(Collection entries)
=======
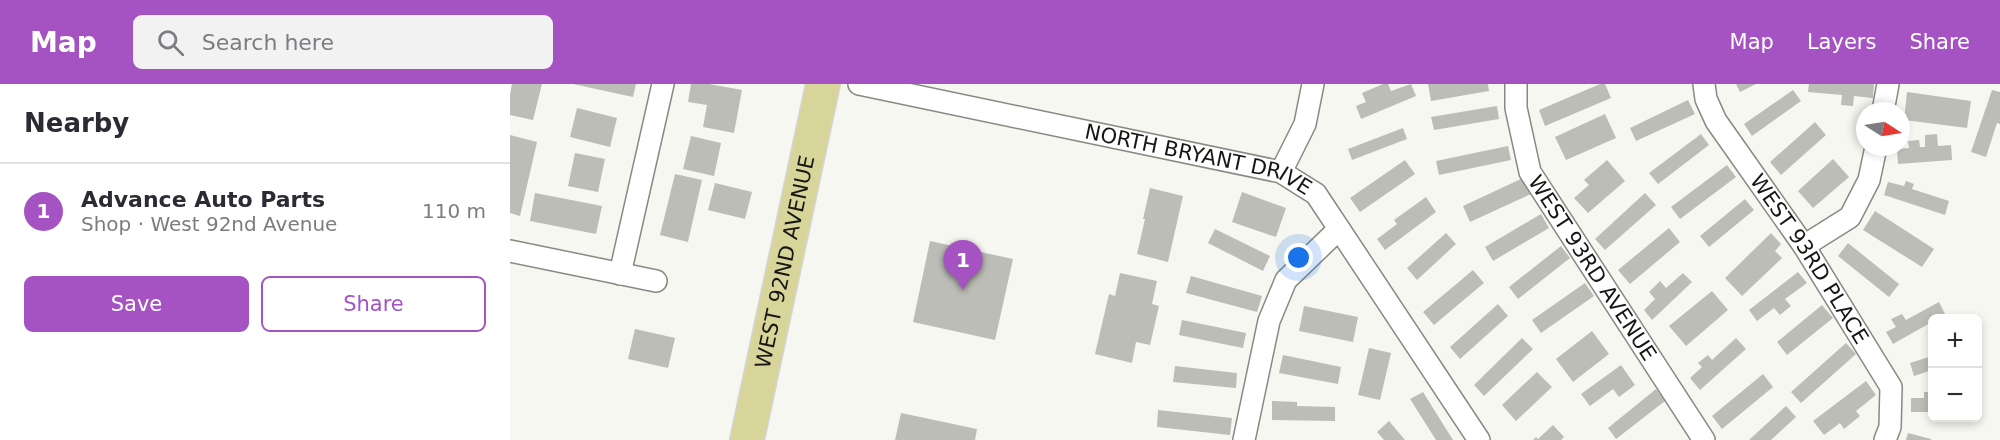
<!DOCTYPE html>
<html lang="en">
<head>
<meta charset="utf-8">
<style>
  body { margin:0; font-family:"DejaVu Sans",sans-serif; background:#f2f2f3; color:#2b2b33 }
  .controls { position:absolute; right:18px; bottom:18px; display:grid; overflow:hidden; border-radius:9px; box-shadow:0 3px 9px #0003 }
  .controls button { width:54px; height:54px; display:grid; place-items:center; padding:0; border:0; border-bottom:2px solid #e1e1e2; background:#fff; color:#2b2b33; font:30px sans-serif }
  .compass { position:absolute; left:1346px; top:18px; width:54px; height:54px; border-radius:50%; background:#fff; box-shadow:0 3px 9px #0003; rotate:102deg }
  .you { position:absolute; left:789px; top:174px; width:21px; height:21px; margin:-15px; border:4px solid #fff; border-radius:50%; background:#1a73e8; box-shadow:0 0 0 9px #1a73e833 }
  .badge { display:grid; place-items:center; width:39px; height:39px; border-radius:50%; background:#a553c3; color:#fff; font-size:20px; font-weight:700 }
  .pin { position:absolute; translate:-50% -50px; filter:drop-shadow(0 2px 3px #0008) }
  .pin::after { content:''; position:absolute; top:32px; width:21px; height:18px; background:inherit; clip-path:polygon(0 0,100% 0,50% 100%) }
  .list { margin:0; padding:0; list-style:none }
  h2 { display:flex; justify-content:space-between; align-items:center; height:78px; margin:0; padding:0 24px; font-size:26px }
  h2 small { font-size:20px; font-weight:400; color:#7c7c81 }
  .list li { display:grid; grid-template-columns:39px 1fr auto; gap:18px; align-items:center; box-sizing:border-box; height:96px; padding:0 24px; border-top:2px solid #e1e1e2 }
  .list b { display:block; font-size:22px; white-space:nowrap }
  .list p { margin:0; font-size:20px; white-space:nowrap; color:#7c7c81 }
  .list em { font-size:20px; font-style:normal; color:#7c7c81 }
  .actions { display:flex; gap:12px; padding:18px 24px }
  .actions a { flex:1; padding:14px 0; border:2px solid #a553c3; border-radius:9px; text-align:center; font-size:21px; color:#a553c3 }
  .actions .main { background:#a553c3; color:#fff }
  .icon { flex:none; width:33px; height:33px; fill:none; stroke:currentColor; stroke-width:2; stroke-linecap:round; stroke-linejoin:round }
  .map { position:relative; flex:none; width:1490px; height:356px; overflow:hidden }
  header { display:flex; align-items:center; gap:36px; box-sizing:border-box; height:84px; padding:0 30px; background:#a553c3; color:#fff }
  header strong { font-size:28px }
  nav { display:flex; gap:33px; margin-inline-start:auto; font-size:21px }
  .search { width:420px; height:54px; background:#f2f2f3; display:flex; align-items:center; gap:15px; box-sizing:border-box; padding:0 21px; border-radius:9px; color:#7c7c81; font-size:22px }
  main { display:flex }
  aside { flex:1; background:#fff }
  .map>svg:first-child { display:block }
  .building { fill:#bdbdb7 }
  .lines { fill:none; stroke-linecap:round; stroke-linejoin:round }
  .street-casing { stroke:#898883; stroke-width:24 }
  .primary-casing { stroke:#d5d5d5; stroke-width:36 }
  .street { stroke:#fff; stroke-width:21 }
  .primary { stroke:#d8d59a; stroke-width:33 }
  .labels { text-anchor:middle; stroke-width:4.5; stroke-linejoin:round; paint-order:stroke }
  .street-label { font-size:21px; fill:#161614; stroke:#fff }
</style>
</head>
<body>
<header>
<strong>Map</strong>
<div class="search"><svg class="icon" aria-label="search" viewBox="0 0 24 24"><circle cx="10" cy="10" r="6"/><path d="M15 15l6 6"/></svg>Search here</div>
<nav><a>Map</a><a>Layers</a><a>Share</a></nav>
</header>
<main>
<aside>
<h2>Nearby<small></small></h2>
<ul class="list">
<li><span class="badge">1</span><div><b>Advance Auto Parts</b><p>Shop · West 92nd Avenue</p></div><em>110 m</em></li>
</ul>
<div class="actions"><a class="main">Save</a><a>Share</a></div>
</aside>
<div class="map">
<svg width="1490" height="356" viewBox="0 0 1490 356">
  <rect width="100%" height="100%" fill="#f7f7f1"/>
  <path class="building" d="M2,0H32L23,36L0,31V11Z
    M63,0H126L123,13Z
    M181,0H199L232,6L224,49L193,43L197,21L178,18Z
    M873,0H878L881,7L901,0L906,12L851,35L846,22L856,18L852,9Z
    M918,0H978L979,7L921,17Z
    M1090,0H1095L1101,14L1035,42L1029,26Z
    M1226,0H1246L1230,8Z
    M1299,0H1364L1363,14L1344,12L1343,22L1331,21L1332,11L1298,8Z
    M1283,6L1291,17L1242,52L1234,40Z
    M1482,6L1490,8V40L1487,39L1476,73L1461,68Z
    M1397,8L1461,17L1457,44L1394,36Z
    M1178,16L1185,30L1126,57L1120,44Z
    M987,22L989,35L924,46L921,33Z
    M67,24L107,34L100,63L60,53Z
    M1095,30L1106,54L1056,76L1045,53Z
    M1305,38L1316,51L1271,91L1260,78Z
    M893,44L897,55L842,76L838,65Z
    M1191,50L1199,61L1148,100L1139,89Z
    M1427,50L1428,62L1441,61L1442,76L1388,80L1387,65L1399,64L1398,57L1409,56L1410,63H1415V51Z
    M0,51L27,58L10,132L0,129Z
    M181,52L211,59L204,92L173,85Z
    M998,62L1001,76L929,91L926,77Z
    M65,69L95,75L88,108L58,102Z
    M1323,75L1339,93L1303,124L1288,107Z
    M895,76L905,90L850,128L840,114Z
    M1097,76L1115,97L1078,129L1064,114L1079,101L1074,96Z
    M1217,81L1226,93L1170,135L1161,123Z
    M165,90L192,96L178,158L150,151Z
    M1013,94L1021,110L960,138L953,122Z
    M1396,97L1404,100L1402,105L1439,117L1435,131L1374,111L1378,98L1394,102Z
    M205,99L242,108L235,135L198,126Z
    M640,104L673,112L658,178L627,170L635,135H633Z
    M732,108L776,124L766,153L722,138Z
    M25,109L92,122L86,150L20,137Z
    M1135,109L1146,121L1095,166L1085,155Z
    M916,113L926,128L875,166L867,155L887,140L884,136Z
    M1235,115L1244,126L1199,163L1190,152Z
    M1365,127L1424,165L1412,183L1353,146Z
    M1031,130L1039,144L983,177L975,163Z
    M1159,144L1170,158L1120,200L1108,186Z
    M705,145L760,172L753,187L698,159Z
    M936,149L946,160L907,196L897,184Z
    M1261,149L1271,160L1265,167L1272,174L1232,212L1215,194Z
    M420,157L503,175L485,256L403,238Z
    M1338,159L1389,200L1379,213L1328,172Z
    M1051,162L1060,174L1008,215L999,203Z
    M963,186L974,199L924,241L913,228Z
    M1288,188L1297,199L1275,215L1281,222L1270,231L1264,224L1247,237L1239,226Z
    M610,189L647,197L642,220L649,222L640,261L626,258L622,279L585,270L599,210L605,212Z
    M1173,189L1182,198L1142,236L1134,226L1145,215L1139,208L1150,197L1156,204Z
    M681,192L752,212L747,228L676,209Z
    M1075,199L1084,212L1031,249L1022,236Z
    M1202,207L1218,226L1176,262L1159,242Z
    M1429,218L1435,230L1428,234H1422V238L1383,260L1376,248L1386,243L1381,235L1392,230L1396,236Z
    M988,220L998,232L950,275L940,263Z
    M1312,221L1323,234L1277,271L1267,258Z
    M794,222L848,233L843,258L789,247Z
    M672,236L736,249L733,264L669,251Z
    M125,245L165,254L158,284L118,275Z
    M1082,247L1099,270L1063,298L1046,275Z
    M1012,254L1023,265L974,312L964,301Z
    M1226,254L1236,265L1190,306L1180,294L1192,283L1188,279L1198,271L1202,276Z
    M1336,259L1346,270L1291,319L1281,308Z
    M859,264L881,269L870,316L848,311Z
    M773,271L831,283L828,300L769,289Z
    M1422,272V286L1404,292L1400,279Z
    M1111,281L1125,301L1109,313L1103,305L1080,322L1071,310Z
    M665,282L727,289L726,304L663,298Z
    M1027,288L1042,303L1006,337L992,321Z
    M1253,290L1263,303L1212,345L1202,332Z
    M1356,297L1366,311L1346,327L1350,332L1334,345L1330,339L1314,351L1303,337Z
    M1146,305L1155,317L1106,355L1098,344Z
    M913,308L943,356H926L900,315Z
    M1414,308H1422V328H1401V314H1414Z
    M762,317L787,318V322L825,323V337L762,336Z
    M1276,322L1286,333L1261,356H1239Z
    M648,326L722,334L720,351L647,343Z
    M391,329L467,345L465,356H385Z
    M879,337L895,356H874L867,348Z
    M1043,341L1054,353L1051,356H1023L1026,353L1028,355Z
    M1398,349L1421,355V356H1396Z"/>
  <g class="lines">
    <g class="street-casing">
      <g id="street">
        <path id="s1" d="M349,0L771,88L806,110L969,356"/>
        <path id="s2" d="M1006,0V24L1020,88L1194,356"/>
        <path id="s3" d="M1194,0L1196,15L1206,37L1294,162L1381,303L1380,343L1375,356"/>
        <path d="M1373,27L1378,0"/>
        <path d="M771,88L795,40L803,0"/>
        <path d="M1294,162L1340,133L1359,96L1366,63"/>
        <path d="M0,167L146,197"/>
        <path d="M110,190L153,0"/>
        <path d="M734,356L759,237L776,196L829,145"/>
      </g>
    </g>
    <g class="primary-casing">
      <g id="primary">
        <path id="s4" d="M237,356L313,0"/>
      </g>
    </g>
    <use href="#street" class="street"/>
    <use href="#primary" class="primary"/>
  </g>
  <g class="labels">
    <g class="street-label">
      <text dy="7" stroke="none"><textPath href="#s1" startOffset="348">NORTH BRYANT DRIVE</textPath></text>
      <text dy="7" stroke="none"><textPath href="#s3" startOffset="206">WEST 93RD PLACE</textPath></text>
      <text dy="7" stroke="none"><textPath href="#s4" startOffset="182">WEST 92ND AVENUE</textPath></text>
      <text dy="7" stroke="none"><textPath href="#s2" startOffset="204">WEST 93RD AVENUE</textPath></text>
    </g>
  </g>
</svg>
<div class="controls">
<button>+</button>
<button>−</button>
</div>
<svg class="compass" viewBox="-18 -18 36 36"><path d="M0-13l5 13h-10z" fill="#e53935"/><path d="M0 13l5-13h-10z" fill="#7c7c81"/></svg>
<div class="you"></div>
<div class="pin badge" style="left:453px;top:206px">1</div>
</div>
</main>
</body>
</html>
=======
• Task statement
Return only those lines of the records that contain the string "nowrap".

• Exercise response
  .list b { display:block; font-size:22px; white-space:nowrap }
  .list p { margin:0; font-size:20px; white-space:nowrap; color:#7c7c81 }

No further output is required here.